I frutti (pere spadone, mele cotogne, prugne settembrine, pesche, il nespolo, cachi) venivano raccolti quando non ancora completamente maturi e poi conservati, su letti di fieno nelle soffitte e sui loggiati delle case, fino a autunno inoltrato ed inverno, anche per la trasformazione in confetture.

Oltre alle piante da frutto, importante era l’allevamento degli arbusti che oltre a produrre frutti di piccolo taglio fungevano da siepi stradali (i filari di nocciole) e da cui si ricavava il legno (ad esempio, il corniolo) per l’intreccio dei gerli.

L’incontro con il mondo vegetale ed i saperi connessi si sviluppa nel Centro delle coltivazioni di Valle. L’orto è, al pari della stalla e del bosco, un luogo importante per la sussistenza della comunità. Di solito contigui ai paesi, hanno caratterizzato l’asseto del territorio, favorendo la pratica dei terrazzamenti sostenuti dai muretti a secco.

La patata, il panico e il mais, pur se di provenienza extraeuropea, nell’immaginario comune sono stati assimilati con la cultura contadina locale. Ancora riconoscibile nell’identità locale, spicca la coltivazione del fagiolo il cui raccolto veniva salutato con una festa del ringraziamento (oggi rivissuta nella “festa dei Fagioli”).

Accanto a queste monoculture, l’orto permetteva di arricchire, secondo la stagione, una dieta altrimenti povera con pomodori, zucche, carote, aglio, cipolle, insalate e le tante essenze con cui caratterizzare i piatti tipici della zona. Anche la raccolta di erbe spontanee, assicurava una importante fonte alimentare.
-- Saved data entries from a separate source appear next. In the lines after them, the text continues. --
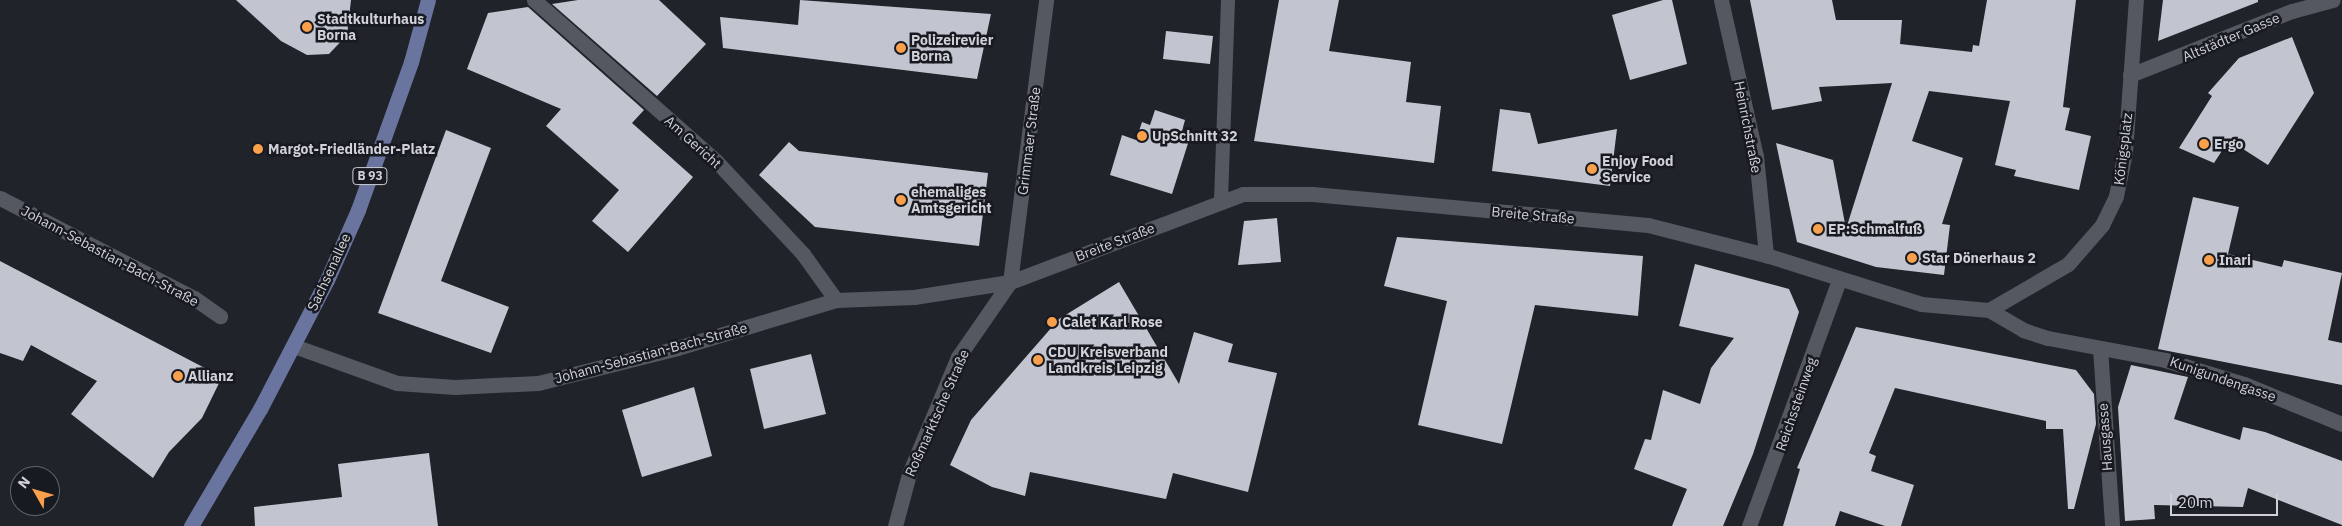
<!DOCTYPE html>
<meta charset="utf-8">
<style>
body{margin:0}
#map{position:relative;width:2342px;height:526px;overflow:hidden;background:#21232a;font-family:"IBM Plex Sans",sans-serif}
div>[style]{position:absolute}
.building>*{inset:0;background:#c2c5cf}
.service>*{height:14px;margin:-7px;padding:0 7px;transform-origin:7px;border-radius:7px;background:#555860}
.minor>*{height:15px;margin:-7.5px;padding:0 7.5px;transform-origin:7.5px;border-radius:7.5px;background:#555860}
.primary>*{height:15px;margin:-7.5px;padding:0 7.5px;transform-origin:7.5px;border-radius:7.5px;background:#6a759f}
.dots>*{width:14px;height:14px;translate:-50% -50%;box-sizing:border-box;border:2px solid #171a21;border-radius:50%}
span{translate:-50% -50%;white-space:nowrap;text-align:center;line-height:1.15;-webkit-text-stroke:5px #171a21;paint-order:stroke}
.shield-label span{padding:1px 4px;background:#171a21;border:1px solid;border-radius:4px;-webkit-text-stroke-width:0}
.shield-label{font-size:12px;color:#d0d1d7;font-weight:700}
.poi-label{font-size:14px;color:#d0d1d7;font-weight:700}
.left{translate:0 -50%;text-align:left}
.street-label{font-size:14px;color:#d0d1d7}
.north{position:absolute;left:10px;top:466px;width:50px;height:50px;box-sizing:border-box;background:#171a21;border:1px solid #61636a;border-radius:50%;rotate:308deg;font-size:14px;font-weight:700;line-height:20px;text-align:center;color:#d0d1d7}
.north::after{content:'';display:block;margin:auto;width:18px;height:22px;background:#f8a04b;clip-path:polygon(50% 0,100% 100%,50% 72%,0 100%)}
.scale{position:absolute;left:2170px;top:494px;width:108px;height:22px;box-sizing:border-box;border:2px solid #d0d1d7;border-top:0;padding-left:6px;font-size:15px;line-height:18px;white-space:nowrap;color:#d0d1d7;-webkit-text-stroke:4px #171a21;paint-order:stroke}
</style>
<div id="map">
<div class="building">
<i style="clip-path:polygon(236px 0,351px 0,347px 35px,329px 54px,307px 55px,281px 41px)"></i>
<i style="clip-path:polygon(578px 0,659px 0,706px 44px,657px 96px,552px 4px)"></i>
<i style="clip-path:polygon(800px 0,991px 14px,977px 79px,723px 48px,720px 17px,798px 25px)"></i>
<i style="clip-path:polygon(1279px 0,1339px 0,1329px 51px,1411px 62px,1406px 102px,1441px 106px,1434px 163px,1254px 141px)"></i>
<i style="clip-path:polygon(1663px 0,1672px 0,1687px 64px,1630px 80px,1612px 15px)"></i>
<i style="clip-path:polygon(1750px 0,1832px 0,1836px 20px,1902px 20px,1900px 44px,1972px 52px,1973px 45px,1979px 46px,1987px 0,2076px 0,2063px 107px,2070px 108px,2065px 130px,2091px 136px,2079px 190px,2014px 176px,2016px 170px,1995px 165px,2010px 101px,1929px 91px,1912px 141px,1963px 158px,1942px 224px,1950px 225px,1944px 275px,1876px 267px,1797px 242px,1776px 143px,1833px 160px,1846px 229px,1892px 83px,1819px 87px,1822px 101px,1772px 110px)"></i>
<i style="clip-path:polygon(2163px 0,2258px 0,2258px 2px,2158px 41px)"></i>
<i style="clip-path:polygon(528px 7px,644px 110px,632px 123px,693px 177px,628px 252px,592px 221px,619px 190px,546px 126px,561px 109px,467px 69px,488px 13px)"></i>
<i style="clip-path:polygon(1166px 31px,1213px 36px,1210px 64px,1163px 59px)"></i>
<i style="clip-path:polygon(2292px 37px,2314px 93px,2268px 165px,2229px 140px,2214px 163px,2179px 148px,2212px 96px,2208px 93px,2239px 58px)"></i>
<i style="clip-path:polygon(1500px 109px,1530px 113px,1538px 144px,1617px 129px,1610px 186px,1492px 171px)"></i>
<i style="clip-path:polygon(1155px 110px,1185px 120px,1181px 135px,1190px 137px,1172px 194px,1110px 175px,1122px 135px,1136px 140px,1142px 122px,1150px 125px)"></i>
<i style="clip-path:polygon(446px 130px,491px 148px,441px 281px,509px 307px,491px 353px,378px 313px)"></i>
<i style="clip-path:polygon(789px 142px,799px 151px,988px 173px,979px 246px,815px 227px,759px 175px)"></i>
<i style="clip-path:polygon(2193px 197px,2239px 207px,2228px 254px,2282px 267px,2284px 260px,2342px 273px,2328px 340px,2342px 343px,2342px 385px,2158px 349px)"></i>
<i style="clip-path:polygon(1277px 218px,1281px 262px,1238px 265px,1244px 221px)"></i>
<i style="clip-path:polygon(1397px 237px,1643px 256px,1638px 316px,1535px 305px,1502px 444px,1418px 425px,1447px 301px,1384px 286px)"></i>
<i style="clip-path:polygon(0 261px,222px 377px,202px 418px,169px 452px,153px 478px,71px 414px,97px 381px,31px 345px,23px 361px,0 353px)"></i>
<i style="clip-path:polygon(1695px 264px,1789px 289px,1799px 312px,1753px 454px,1723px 526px,1672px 526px,1687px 489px,1634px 469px,1645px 439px,1651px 440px,1663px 390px,1700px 404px,1711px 368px,1734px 338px,1679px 326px)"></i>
<i style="clip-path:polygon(1119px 282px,1179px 384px,1194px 332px,1233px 344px,1228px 362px,1277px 373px,1248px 492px,1173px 473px,1166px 499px,1030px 472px,1025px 496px,992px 487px,950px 465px,971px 420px,1059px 319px)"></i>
<i style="clip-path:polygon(1856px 327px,2076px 370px,2094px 394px,2096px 424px,2074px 509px,2068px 509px,2063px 429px,2046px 429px,2046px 421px,1895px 388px,1869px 453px,1876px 456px,1871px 471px,1914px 485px,1901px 526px,1885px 526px,1840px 511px,1835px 526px,1783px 526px,1800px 469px,1797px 468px)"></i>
<i style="clip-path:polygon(811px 354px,826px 414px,764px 429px,750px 369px)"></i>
<i style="clip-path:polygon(2131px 365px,2188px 377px,2174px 419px,2240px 440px,2243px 427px,2265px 432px,2342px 461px,2342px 525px,2248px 488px,2243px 507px,2154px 505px,2155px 519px,2125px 521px,2118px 407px)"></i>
<i style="clip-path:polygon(694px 387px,712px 456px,642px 477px,622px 410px)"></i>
<i style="clip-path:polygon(429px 453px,438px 526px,255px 526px,254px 507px,342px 497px,338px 464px)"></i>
</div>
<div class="service">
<i style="left:1221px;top:201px;width:201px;rotate:-88deg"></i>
</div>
<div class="minor">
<i style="left:534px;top:0;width:244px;rotate:41.5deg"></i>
<i style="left:717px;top:162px;width:126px;rotate:46.9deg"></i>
<i style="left:803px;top:254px;width:57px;rotate:54.3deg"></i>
<i style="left:1721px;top:0;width:160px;rotate:77.4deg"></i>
<i style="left:1756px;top:156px;width:100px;rotate:84.2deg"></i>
<i style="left:2130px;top:75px;width:174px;rotate:-21.6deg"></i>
<i style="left:2292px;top:11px;width:42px;rotate:-15deg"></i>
<i style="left:0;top:198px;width:218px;rotate:27.3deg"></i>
<i style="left:194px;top:298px;width:32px;rotate:35deg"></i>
<i style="left:1989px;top:310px;width:91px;rotate:-30.2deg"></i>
<i style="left:2068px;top:264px;width:52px;rotate:-48.9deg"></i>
<i style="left:2102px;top:225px;width:32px;rotate:-64deg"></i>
<i style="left:2116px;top:196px;width:45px;rotate:-78.4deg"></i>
<i style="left:2125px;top:152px;width:152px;rotate:-85.9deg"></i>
<i style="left:294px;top:346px;width:109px;rotate:19.8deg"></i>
<i style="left:397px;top:383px;width:58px;rotate:3.9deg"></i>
<i style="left:455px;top:387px;width:83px;rotate:-2.8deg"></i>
<i style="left:538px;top:383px;width:143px;rotate:-14.1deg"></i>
<i style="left:677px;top:348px;width:166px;rotate:-16.8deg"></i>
<i style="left:836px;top:300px;width:78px;rotate:-2.2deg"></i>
<i style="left:914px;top:297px;width:97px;rotate:-8.9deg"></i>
<i style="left:1010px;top:282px;width:249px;rotate:-20.7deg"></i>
<i style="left:1243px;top:194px;width:70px"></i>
<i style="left:1313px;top:194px;width:336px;rotate:5.3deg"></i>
<i style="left:1648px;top:225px;width:122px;rotate:14.3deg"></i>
<i style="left:1766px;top:255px;width:163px;rotate:17.5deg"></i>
<i style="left:1921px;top:304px;width:68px;rotate:5deg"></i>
<i style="left:1989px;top:310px;width:39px;rotate:30deg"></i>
<i style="left:2023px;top:330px;width:26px;rotate:18deg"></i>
<i style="left:2048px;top:338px;width:119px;rotate:10.6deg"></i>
<i style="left:2165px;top:360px;width:83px;rotate:16.9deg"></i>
<i style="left:2244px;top:384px;width:106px;rotate:22.2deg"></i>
<i style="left:2100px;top:348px;width:178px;rotate:86.1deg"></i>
<i style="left:895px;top:526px;width:54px;rotate:-74.9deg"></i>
<i style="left:909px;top:474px;width:127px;rotate:-67.3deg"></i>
<i style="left:958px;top:357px;width:91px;rotate:-55.3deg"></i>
<i style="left:1010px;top:282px;width:284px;rotate:-82.7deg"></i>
<i style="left:1749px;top:526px;width:262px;rotate:-69.9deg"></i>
</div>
<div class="primary">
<i style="left:191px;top:526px;width:136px;rotate:-59.5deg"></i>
<i style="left:260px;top:409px;width:145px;rotate:-62.6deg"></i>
<i style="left:327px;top:280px;width:77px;rotate:-66.1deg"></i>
<i style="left:358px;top:210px;width:157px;rotate:-70.3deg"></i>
<i style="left:411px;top:62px;width:64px;rotate:-74.7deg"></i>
</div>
<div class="dots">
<i style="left:307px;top:27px;background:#f8a04b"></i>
<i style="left:901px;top:48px;background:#f8a04b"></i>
<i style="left:1142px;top:136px;background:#f8a04b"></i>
<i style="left:2204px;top:144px;background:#f8a04b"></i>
<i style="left:258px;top:149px;background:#f8a04b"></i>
<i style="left:1592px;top:169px;background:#f8a04b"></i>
<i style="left:901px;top:200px;background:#f8a04b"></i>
<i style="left:1818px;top:229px;background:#f8a04b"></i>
<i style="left:1912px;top:258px;background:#f8a04b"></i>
<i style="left:2209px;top:260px;background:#f8a04b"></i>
<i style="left:1052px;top:322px;background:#f8a04b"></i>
<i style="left:1038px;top:360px;background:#f8a04b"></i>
<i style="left:178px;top:376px;background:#f8a04b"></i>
</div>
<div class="shield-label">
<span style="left:370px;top:176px">B 93</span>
</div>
<div class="poi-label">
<span class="left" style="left:317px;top:27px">Stadtkulturhaus<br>Borna</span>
<span class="left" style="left:911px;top:48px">Polizeirevier<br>Borna</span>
<span class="left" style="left:1152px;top:136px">UpSchnitt 32</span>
<span class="left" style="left:2214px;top:144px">Ergo</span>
<span class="left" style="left:268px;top:149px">Margot-Friedländer-Platz</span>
<span class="left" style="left:1602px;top:169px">Enjoy Food<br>Service</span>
<span class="left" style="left:911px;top:200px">ehemaliges<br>Amtsgericht</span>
<span class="left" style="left:1828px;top:229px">EP:Schmalfuß</span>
<span class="left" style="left:1922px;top:258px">Star Dönerhaus 2</span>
<span class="left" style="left:2219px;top:260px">Inari</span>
<span class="left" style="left:1062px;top:322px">Calet Karl Rose</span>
<span class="left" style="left:1048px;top:360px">CDU Kreisverband<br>Landkreis Leipzig</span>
<span class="left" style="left:188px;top:376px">Allianz</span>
</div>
<div class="street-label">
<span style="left:2231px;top:37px;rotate:-23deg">Altstädter Gasse</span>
<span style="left:1748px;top:127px;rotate:79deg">Heinrichstraße</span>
<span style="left:1029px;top:141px;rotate:-83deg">Grimmaer Straße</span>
<span style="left:693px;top:142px;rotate:42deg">Am Gericht</span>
<span style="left:2123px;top:149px;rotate:-83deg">Königsplatz</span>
<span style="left:1533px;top:215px;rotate:5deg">Breite Straße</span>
<span style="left:1115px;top:242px;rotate:-21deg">Breite Straße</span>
<span style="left:110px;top:256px;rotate:28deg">Johann-Sebastian-Bach-Straße</span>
<span style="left:329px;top:272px;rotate:-65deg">Sachsenallee</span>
<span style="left:651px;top:353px;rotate:-15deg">Johann-Sebastian-Bach-Straße</span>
<span style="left:2223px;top:379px;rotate:19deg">Kunigundengasse</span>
<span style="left:1796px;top:404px;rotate:-71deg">Reichssteinweg</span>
<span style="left:937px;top:413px;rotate:-66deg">Roßmarktsche Straße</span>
<span style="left:2105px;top:437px;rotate:-94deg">Hausgasse</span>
</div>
<div class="north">N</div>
<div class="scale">20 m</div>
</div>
La casa bergamasca, in pietra e legno, attraverso le sue tante stratificazioni sviluppate nell’arco dei secoli, rappresenta la tipologia edificatoria del borgo di Trate. Accanto alla casa, spesso, c’era la bottega dove si esercitavano i mestieri (l’intrecciatore cestaio, il falegname, la lavorazione del cuoio) che, oggi, possono offrire risorse per lo sviluppo economico delle nostre comunità.

Lo sviluppo della “Cà” è di tipo verticale: cantina semi-interrata, cucina al piano terra, camera al primo piano, camera dei figli al secondo piano e soffitta dedicata alla conservazione dei prodotti dei campi. La scala esterna collegava i vari livelli ed era caratterizzata dalla presenza di ballatoi ampi e profondi, le logge, per l’essicazione in periodi piovosi.

Nel borgo viveva la comunità e in esso le persone si incontravano: sul sagrato della Chiesa della Vergine Addolorata che domina il paese dall’alto, nella piazza o tra le vie dove i bambini giocavano con sassi e rami, accanto alla fontana per prendere l’acqua ma anche per far abbeverare gli animali.